[Source records]
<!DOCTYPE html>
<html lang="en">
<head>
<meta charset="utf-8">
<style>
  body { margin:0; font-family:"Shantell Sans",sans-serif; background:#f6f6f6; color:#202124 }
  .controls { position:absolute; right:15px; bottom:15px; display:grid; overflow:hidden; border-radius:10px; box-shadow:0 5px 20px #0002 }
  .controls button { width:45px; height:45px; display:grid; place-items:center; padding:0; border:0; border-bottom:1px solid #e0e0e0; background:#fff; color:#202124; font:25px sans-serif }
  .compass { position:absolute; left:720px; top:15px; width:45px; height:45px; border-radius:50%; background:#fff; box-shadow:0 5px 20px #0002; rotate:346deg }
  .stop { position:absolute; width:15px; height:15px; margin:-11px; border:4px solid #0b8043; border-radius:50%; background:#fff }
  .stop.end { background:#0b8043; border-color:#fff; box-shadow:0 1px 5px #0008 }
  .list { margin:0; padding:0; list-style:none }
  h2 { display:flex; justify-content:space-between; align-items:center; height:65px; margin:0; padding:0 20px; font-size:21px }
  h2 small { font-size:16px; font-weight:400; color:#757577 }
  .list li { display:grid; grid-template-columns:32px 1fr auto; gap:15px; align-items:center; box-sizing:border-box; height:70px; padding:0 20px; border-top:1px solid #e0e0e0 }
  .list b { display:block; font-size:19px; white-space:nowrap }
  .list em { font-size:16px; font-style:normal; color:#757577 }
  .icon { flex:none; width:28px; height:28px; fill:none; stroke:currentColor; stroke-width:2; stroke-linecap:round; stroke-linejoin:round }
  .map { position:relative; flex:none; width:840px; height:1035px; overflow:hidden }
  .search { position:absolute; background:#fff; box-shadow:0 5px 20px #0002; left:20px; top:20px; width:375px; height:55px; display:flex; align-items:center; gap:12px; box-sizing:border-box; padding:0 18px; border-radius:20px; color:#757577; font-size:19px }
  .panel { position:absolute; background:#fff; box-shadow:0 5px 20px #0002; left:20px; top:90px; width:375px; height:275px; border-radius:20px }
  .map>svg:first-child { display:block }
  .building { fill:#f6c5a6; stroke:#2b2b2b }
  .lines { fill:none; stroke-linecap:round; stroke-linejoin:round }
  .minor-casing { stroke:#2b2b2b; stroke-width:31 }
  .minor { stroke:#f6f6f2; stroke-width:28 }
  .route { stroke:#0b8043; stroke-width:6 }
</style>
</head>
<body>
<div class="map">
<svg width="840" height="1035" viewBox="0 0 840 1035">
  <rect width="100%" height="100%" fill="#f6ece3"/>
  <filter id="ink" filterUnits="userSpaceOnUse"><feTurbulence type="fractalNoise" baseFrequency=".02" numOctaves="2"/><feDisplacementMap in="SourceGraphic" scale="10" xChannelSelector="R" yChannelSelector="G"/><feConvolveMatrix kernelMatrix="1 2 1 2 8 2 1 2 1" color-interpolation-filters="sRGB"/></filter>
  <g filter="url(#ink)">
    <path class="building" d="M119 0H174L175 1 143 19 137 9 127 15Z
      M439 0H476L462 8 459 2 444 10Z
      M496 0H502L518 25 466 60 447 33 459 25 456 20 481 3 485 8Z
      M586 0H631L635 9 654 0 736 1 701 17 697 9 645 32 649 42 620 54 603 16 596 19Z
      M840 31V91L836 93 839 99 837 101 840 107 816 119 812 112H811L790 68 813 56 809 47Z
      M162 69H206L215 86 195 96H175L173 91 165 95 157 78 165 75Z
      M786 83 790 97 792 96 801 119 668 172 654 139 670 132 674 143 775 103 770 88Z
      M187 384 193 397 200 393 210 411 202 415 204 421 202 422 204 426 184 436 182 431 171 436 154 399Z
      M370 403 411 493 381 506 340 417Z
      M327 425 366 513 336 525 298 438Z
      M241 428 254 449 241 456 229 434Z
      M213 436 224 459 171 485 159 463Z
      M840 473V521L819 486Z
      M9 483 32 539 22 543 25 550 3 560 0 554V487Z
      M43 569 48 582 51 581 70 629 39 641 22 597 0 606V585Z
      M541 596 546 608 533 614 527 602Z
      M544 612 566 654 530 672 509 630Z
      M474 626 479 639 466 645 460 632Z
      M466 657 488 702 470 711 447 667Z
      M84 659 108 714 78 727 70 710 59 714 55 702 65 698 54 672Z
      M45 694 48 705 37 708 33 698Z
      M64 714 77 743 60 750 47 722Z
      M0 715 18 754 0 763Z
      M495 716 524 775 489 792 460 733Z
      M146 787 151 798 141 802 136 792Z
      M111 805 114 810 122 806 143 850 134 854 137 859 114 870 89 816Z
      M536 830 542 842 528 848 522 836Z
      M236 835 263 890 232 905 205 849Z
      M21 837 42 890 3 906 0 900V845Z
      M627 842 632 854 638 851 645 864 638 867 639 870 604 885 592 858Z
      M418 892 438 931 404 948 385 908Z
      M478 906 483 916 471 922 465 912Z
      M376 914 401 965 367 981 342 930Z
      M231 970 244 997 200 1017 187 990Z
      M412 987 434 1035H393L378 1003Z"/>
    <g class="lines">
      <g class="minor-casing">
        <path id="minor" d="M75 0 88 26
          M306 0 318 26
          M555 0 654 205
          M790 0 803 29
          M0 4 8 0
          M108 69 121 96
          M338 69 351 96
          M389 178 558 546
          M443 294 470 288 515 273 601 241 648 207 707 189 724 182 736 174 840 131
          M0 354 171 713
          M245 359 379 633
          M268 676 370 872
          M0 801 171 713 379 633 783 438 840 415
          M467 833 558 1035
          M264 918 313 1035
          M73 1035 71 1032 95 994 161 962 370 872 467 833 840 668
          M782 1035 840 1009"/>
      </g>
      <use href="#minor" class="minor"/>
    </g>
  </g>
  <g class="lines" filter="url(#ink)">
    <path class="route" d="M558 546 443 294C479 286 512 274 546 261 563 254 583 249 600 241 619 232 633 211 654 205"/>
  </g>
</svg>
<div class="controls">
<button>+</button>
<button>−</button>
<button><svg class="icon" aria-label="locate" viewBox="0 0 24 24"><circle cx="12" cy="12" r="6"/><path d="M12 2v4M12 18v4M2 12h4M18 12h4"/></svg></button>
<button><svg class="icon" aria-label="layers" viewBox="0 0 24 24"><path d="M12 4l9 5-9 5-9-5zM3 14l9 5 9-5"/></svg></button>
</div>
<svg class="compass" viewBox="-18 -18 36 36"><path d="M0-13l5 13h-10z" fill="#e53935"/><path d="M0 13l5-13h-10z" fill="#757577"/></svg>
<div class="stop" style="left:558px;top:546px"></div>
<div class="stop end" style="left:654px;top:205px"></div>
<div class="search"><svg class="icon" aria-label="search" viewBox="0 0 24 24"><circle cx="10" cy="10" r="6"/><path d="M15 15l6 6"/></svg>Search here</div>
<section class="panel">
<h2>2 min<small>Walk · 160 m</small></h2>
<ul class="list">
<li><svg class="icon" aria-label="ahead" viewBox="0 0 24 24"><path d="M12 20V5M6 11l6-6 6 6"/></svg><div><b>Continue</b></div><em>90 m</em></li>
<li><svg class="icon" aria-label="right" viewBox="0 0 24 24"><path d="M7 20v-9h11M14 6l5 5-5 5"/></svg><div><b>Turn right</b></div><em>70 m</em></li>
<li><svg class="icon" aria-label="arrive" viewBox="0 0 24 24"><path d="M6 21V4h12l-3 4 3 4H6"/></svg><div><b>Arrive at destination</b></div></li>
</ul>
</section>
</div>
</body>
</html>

WHAT YOU NEED TO DO:
Which lines of the entries contain "minor"? Count them and write only the number.

WRITTEN SOLUTION:
5